Des batteries produites en France

La CGT revendique la création d’une filière batterie française, intégrant le recyclage.

En 2018, le Japon, la Chine, et la Corée du sud ont totalisé 70% de la production de batterie mondiale.

Ces deux derniers font partie des pays les plus carbonés au monde.  Avec des perspectives de croissance exponentielle, ces acteurs créent des partenariats et investissent fortement en Europe. 

Une stratégie européenne encore floue malgré la nécessité de prise de position des pouvoirs publics

Les gouvernements allemands et français et l’Union Européenne annoncent la création d’une filière batterie en Europe. Ils débloquent des fonds pour financer une usine pilote en France dès 2020 avec un objectif de produire des batteries liquides améliorées entre 2022/2023, avant de passer aux batteries solides à l’horizon affiché pour 2026 (date de sortie peu probable). 
Mais la volonté d’une filière batterie européenne reste encore très floue. D’un côté les constructeurs allemands s’engagent dans diverses entreprises sous forme de consortium avec la Chine et de l’autre les français restent prudents sur le développement du marché.

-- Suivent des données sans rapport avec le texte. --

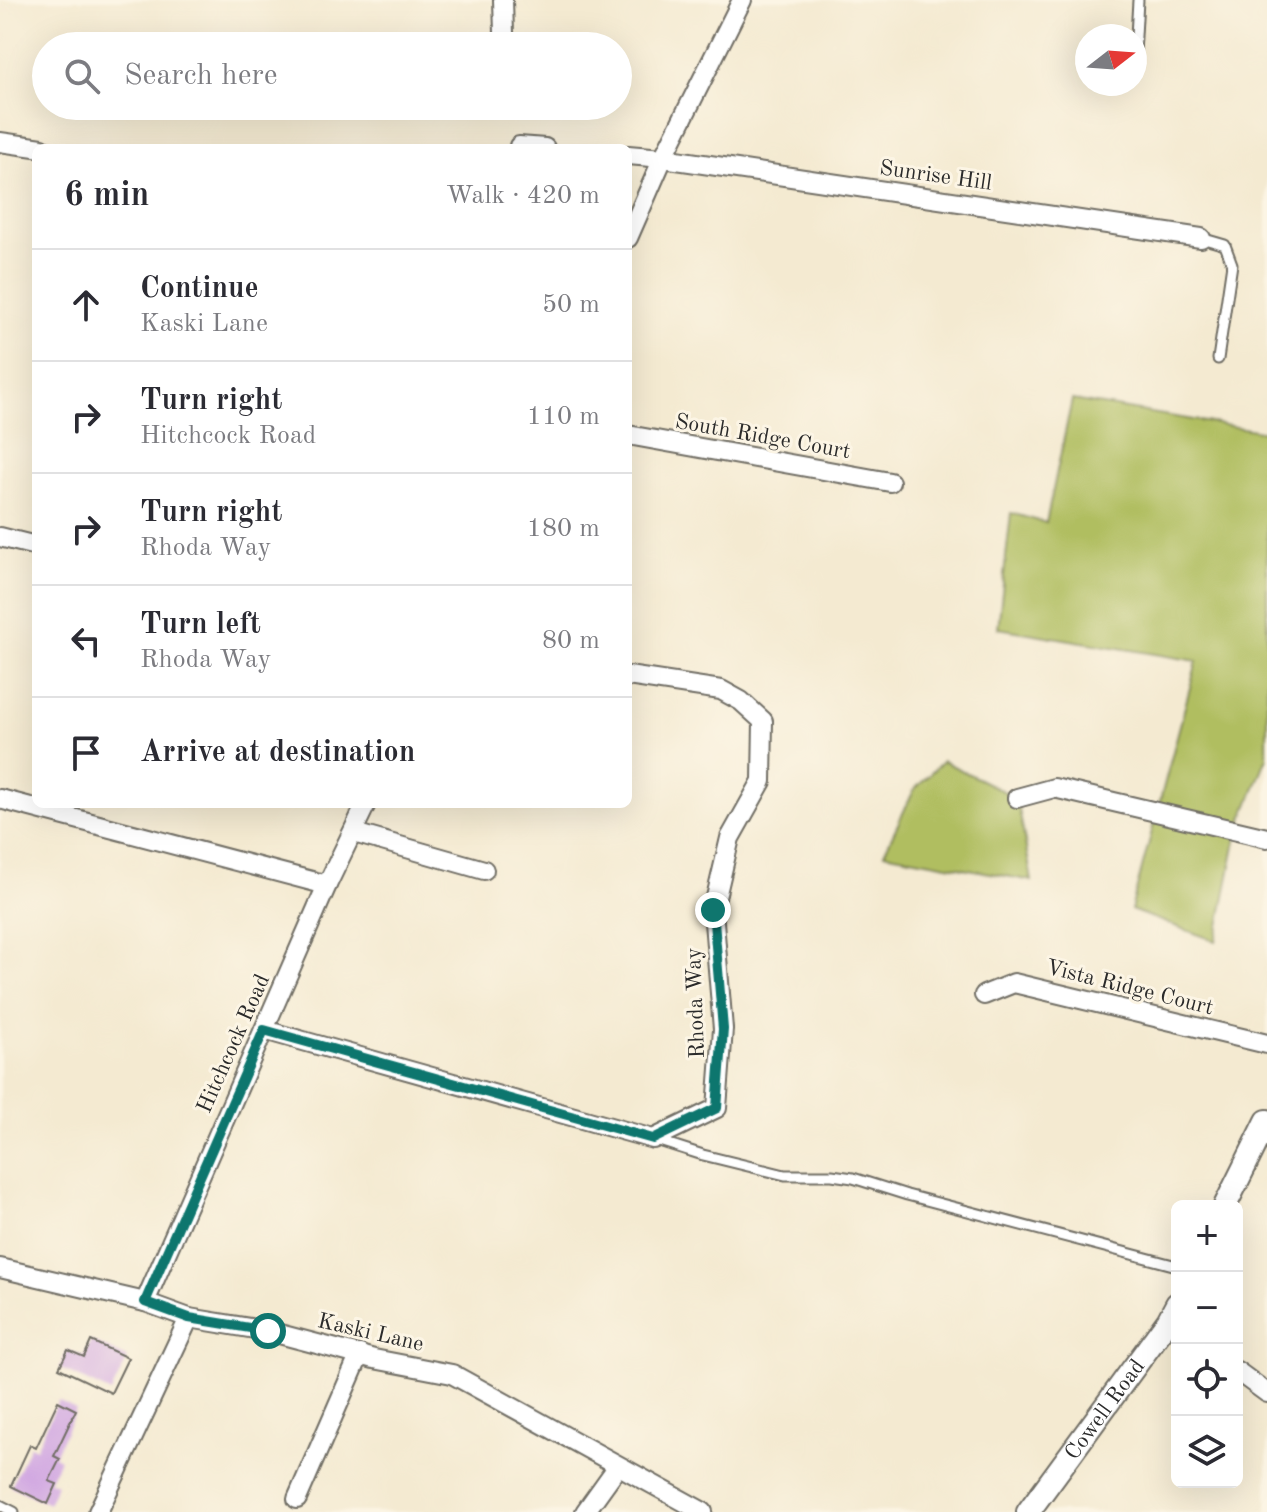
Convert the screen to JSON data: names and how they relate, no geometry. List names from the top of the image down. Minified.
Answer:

Renault : un rendez-vous manqué

"Nous y sommes favorables (et) il s'agit simplement qu'on se mette autour de la table pour qu'on comprenne où il y a un plan économique qui tient la route. Il faut que cela fasse du sens économique" Jean-Dominique SENARD. 
Pour la direction de Renault, rien de concret : 
« Nous avons perdu une grande bataille (et) je n'imagine pas que l'Europe reprenne un semblant de souveraineté dans ce domaine, sauf à favoriser massivement la recherche sur le sujet pour que nous puissions très vite atteindre les nouvelles générations de batteries. » 
Là encore des effets de manches : aucune annonce n’est faite sur ce qui est primordial, un investissement massif dans la recherche de batteries de nouvelle génération. Renault est plus préoccupé par la rentabilité à court terme et préfère trouver des fournisseurs à bas coût malgré l’importance de l’enjeu à la fois environnemental et social, puisque la création d’une filière batterie en France créerait des milliers d’emplois et permettrait également de maitriser la chaine de valeur. 

Ne pas hypothéquer l’avenir et maitriser la chaine de valeur

Le véhicule électrique est promis à une forte croissance quoique l’on en dise. La demande en batterie pourrait être en 2030 cinq fois supérieure à celle d’aujourd’hui.
Un engagement fort des constructeurs européens dans la filière batterie aurait un impact immédiat sur l’emploi et sur l’environnement. 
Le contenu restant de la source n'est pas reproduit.